I denied it for the longest time, but the truth is, twins do share a psychic hotline. There’s literally no other way Isa could have known that Charlotte was this close to falling into a coma, considering they’d both been fast asleep. Charlotte was so asleep, in fact, that we could barely rouse her—and when we finally did, her words were slurred. A few hours later, a physician informed us that our daughter had type 1 diabetes and would need to take insulin every day for the rest of her life in order to stay alive. Carb counting, constant shots, monitoring for any sign that her blood sugar was too high or too low:
it was a whole heck of a lot to put on an adolescent whose primary goal had been, up until that point, to ready herself to be the captain of the US women’s soccer team. And given how harrowing the situation had been and sometimes continued to be—there had already been a few close calls—I couldn’t fault her for being cranky.
“Come on, you guys,” I said, softening my tone. “Let’s not do this right now, okay? This isn’t why I let you stay home.” We’d decided to hold off on summer camp because we had yet to find one that truly knew how to handle Charlotte’s diabetes, and the girls had vetoed a sitter—they knew how to entertain themselves, they said. I had reluctantly agreed, unaware that by entertain, they meant engage in hand-to-hand combat every second I wasn’t hovering over them. “Why don’t we walk over to Prospect Park?” I suggested. It was a bit of a hike, but I knew spending time with them would lift my spirits.

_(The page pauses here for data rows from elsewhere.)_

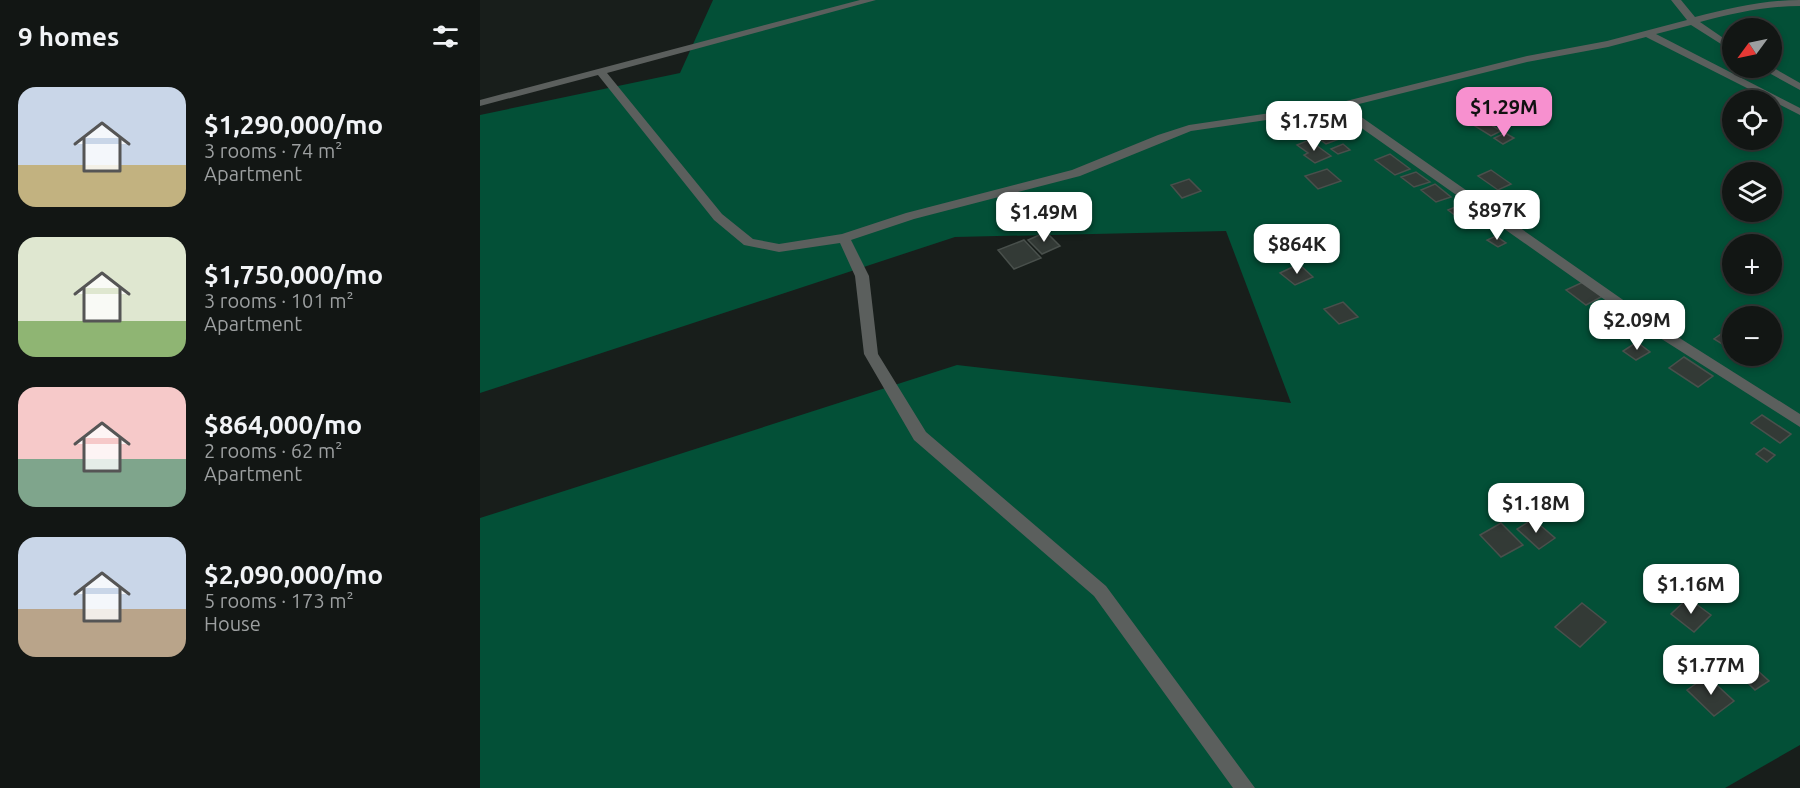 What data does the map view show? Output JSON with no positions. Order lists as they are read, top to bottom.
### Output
{
  "north": "bottom left",
  "page": {
    "heading": "9 homes",
    "map_buttons": ["+", "−"],
    "list": [
      {
        "name": "$1,290,000/mo",
        "note": "3 rooms · 74 m² · Apartment"
      },
      {
        "name": "$1,750,000/mo",
        "note": "3 rooms · 101 m² · Apartment"
      },
      {
        "name": "$864,000/mo",
        "note": "2 rooms · 62 m² · Apartment"
      },
      {
        "name": "$2,090,000/mo",
        "note": "5 rooms · 173 m² · House"
      }
    ],
    "price": [
      "$1.29M",
      "$1.75M",
      "$897K",
      "$1.49M",
      "$864K",
      "$2.09M",
      "$1.18M",
      "$1.16M",
      "$1.77M"
    ]
  }
}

“I’m going to finish my book,” said Isa, turning her back to me.
“I’m going to see if Cecelia can hang out,” said Charlotte.
I sighed. “I’ll be here if you don’t need me.”
I can’t say the girls did wonders for my mood, but as I made dinner, I was mostly able to forget about my blahs for a while. And just as well—Shiloh had been working long hours lately. The last thing he needed was to come home to Debbie Downer.
“Hey, you,” I said, kissing him hello after he let himself inside the apartment.
“Hey, yourself,” he said. He looked handsome in his crisp, white pilot shirt and navy pants, but there were dark circles under his eyes, and his skin, though naturally tan, looked like it could use more vitamin D.
I followed him into the kitchen. “Long flight?” I asked.
“Yeah,” he said, leaning against the counter. “It felt like it took three years.”
“I’m sorry.” I resisted the urge to mention that he could cut back. He’d worked his way up at the private air carrier where he’d been employed for more than a decade, and now he mostly shuttled executives around the US. It was a solid gig and paid well enough that between that and the modest salary I drew from the foundation I ran, he could afford to take off another day each week. But business was booming and his boss relied on him, so he’d been flying right up to the legal limit.